Collected data:
##############################
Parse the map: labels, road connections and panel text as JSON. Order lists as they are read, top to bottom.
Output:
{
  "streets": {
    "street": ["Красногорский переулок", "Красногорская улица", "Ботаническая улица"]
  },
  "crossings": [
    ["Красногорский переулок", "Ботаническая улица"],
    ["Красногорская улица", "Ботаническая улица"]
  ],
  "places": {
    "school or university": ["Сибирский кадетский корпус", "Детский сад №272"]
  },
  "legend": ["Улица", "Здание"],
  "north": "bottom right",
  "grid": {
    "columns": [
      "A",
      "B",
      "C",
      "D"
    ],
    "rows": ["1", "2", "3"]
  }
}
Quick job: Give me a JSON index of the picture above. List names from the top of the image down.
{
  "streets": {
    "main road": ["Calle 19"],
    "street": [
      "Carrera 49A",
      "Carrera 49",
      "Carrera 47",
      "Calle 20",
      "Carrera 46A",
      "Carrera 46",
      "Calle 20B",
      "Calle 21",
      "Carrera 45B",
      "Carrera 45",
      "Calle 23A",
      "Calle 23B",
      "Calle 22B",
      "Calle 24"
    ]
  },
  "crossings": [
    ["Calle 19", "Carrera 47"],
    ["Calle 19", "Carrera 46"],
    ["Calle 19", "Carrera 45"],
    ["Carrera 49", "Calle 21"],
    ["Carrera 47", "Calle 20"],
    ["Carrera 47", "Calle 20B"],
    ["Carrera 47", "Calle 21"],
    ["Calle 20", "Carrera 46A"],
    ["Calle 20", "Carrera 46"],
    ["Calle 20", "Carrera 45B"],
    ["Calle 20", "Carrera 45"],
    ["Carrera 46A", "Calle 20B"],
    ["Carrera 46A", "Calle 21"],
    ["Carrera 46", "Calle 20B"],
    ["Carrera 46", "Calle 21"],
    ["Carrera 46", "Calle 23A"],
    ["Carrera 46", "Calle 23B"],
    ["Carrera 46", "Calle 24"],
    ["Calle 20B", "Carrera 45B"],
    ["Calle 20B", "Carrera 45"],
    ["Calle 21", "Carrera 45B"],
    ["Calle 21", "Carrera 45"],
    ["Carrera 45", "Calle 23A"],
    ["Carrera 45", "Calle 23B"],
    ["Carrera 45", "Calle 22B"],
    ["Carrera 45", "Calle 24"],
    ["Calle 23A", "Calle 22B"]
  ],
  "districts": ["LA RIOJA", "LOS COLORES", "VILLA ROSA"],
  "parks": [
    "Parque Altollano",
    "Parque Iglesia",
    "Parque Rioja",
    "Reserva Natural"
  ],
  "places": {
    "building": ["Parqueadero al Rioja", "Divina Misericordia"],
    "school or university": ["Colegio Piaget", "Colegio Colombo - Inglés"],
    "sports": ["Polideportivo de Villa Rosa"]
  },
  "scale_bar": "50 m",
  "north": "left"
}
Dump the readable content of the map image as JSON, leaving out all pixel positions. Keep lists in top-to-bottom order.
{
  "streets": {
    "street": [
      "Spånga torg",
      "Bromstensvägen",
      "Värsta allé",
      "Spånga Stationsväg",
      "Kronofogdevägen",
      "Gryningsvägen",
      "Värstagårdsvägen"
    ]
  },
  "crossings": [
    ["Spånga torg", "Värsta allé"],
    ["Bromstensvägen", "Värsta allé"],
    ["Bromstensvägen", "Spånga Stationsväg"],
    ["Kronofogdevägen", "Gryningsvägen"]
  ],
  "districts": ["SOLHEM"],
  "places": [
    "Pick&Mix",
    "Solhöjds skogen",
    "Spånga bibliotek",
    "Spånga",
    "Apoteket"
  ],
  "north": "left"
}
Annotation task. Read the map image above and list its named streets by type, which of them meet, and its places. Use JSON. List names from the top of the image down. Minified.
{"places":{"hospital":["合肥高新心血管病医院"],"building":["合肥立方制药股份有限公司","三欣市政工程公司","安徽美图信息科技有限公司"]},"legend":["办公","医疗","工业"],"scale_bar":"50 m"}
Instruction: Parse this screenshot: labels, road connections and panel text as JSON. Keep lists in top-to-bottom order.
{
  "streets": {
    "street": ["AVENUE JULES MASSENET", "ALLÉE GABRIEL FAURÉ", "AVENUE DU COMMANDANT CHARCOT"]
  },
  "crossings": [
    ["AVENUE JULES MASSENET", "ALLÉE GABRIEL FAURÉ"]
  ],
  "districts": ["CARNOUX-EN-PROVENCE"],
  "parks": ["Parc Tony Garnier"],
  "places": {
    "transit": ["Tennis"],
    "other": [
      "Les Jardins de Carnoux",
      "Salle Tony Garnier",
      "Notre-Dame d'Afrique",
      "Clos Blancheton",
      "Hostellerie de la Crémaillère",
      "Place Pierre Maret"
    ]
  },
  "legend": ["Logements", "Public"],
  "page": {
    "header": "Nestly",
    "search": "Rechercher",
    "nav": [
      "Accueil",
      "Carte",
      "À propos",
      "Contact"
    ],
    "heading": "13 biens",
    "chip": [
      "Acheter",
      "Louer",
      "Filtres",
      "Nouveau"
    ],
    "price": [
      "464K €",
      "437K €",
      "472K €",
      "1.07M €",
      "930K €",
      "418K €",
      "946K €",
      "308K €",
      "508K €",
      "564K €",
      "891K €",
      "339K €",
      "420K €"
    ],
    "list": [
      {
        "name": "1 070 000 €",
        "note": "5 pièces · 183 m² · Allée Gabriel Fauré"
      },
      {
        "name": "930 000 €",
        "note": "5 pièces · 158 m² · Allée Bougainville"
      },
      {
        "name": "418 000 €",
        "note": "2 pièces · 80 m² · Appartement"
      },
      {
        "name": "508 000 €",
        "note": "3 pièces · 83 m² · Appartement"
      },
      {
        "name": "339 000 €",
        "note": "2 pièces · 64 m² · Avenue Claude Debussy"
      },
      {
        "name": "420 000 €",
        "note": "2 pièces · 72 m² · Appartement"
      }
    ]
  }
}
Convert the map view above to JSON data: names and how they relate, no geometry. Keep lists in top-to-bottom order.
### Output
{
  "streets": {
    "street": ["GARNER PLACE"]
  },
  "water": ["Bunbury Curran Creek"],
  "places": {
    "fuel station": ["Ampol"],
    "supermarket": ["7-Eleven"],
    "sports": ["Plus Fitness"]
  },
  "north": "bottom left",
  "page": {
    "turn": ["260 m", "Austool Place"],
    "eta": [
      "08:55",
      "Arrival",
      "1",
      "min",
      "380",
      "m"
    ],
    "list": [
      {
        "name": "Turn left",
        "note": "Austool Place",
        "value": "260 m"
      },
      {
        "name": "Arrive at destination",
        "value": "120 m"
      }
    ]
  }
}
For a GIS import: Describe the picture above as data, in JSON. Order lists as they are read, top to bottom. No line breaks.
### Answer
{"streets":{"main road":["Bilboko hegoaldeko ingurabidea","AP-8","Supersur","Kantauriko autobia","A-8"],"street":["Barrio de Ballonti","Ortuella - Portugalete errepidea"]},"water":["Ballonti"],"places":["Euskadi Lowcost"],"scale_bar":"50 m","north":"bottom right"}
##############################
# Work order:
All the lines above must be output exactly, with none omitted.

# Exercise response:
Parse the map: labels, road connections and panel text as JSON. Order lists as they are read, top to bottom.
Output:
{
  "streets": {
    "street": ["Красногорский переулок", "Красногорская улица", "Ботаническая улица"]
  },
  "crossings": [
    ["Красногорский переулок", "Ботаническая улица"],
    ["Красногорская улица", "Ботаническая улица"]
  ],
  "places": {
    "school or university": ["Сибирский кадетский корпус", "Детский сад №272"]
  },
  "legend": ["Улица", "Здание"],
  "north": "bottom right",
  "grid": {
    "columns": [
      "A",
      "B",
      "C",
      "D"
    ],
    "rows": ["1", "2", "3"]
  }
}
Quick job: Give me a JSON index of the picture above. List names from the top of the image down.
{
  "streets": {
    "main road": ["Calle 19"],
    "street": [
      "Carrera 49A",
      "Carrera 49",
      "Carrera 47",
      "Calle 20",
      "Carrera 46A",
      "Carrera 46",
      "Calle 20B",
      "Calle 21",
      "Carrera 45B",
      "Carrera 45",
      "Calle 23A",
      "Calle 23B",
      "Calle 22B",
      "Calle 24"
    ]
  },
  "crossings": [
    ["Calle 19", "Carrera 47"],
    ["Calle 19", "Carrera 46"],
    ["Calle 19", "Carrera 45"],
    ["Carrera 49", "Calle 21"],
    ["Carrera 47", "Calle 20"],
    ["Carrera 47", "Calle 20B"],
    ["Carrera 47", "Calle 21"],
    ["Calle 20", "Carrera 46A"],
    ["Calle 20", "Carrera 46"],
    ["Calle 20", "Carrera 45B"],
    ["Calle 20", "Carrera 45"],
    ["Carrera 46A", "Calle 20B"],
    ["Carrera 46A", "Calle 21"],
    ["Carrera 46", "Calle 20B"],
    ["Carrera 46", "Calle 21"],
    ["Carrera 46", "Calle 23A"],
    ["Carrera 46", "Calle 23B"],
    ["Carrera 46", "Calle 24"],
    ["Calle 20B", "Carrera 45B"],
    ["Calle 20B", "Carrera 45"],
    ["Calle 21", "Carrera 45B"],
    ["Calle 21", "Carrera 45"],
    ["Carrera 45", "Calle 23A"],
    ["Carrera 45", "Calle 23B"],
    ["Carrera 45", "Calle 22B"],
    ["Carrera 45", "Calle 24"],
    ["Calle 23A", "Calle 22B"]
  ],
  "districts": ["LA RIOJA", "LOS COLORES", "VILLA ROSA"],
  "parks": [
    "Parque Altollano",
    "Parque Iglesia",
    "Parque Rioja",
    "Reserva Natural"
  ],
  "places": {
    "building": ["Parqueadero al Rioja", "Divina Misericordia"],
    "school or university": ["Colegio Piaget", "Colegio Colombo - Inglés"],
    "sports": ["Polideportivo de Villa Rosa"]
  },
  "scale_bar": "50 m",
  "north": "left"
}
Dump the readable content of the map image as JSON, leaving out all pixel positions. Keep lists in top-to-bottom order.
{
  "streets": {
    "street": [
      "Spånga torg",
      "Bromstensvägen",
      "Värsta allé",
      "Spånga Stationsväg",
      "Kronofogdevägen",
      "Gryningsvägen",
      "Värstagårdsvägen"
    ]
  },
  "crossings": [
    ["Spånga torg", "Värsta allé"],
    ["Bromstensvägen", "Värsta allé"],
    ["Bromstensvägen", "Spånga Stationsväg"],
    ["Kronofogdevägen", "Gryningsvägen"]
  ],
  "districts": ["SOLHEM"],
  "places": [
    "Pick&Mix",
    "Solhöjds skogen",
    "Spånga bibliotek",
    "Spånga",
    "Apoteket"
  ],
  "north": "left"
}
Annotation task. Read the map image above and list its named streets by type, which of them meet, and its places. Use JSON. List names from the top of the image down. Minified.
{"places":{"hospital":["合肥高新心血管病医院"],"building":["合肥立方制药股份有限公司","三欣市政工程公司","安徽美图信息科技有限公司"]},"legend":["办公","医疗","工业"],"scale_bar":"50 m"}
Instruction: Parse this screenshot: labels, road connections and panel text as JSON. Keep lists in top-to-bottom order.
{
  "streets": {
    "street": ["AVENUE JULES MASSENET", "ALLÉE GABRIEL FAURÉ", "AVENUE DU COMMANDANT CHARCOT"]
  },
  "crossings": [
    ["AVENUE JULES MASSENET", "ALLÉE GABRIEL FAURÉ"]
  ],
  "districts": ["CARNOUX-EN-PROVENCE"],
  "parks": ["Parc Tony Garnier"],
  "places": {
    "transit": ["Tennis"],
    "other": [
      "Les Jardins de Carnoux",
      "Salle Tony Garnier",
      "Notre-Dame d'Afrique",
      "Clos Blancheton",
      "Hostellerie de la Crémaillère",
      "Place Pierre Maret"
    ]
  },
  "legend": ["Logements", "Public"],
  "page": {
    "header": "Nestly",
    "search": "Rechercher",
    "nav": [
      "Accueil",
      "Carte",
      "À propos",
      "Contact"
    ],
    "heading": "13 biens",
    "chip": [
      "Acheter",
      "Louer",
      "Filtres",
      "Nouveau"
    ],
    "price": [
      "464K €",
      "437K €",
      "472K €",
      "1.07M €",
      "930K €",
      "418K €",
      "946K €",
      "308K €",
      "508K €",
      "564K €",
      "891K €",
      "339K €",
      "420K €"
    ],
    "list": [
      {
        "name": "1 070 000 €",
        "note": "5 pièces · 183 m² · Allée Gabriel Fauré"
      },
      {
        "name": "930 000 €",
        "note": "5 pièces · 158 m² · Allée Bougainville"
      },
      {
        "name": "418 000 €",
        "note": "2 pièces · 80 m² · Appartement"
      },
      {
        "name": "508 000 €",
        "note": "3 pièces · 83 m² · Appartement"
      },
      {
        "name": "339 000 €",
        "note": "2 pièces · 64 m² · Avenue Claude Debussy"
      },
      {
        "name": "420 000 €",
        "note": "2 pièces · 72 m² · Appartement"
      }
    ]
  }
}
Convert the map view above to JSON data: names and how they relate, no geometry. Keep lists in top-to-bottom order.
### Output
{
  "streets": {
    "street": ["GARNER PLACE"]
  },
  "water": ["Bunbury Curran Creek"],
  "places": {
    "fuel station": ["Ampol"],
    "supermarket": ["7-Eleven"],
    "sports": ["Plus Fitness"]
  },
  "north": "bottom left",
  "page": {
    "turn": ["260 m", "Austool Place"],
    "eta": [
      "08:55",
      "Arrival",
      "1",
      "min",
      "380",
      "m"
    ],
    "list": [
      {
        "name": "Turn left",
        "note": "Austool Place",
        "value": "260 m"
      },
      {
        "name": "Arrive at destination",
        "value": "120 m"
      }
    ]
  }
}
For a GIS import: Describe the picture above as data, in JSON. Order lists as they are read, top to bottom. No line breaks.
### Answer
{"streets":{"main road":["Bilboko hegoaldeko ingurabidea","AP-8","Supersur","Kantauriko autobia","A-8"],"street":["Barrio de Ballonti","Ortuella - Portugalete errepidea"]},"water":["Ballonti"],"places":["Euskadi Lowcost"],"scale_bar":"50 m","north":"bottom right"}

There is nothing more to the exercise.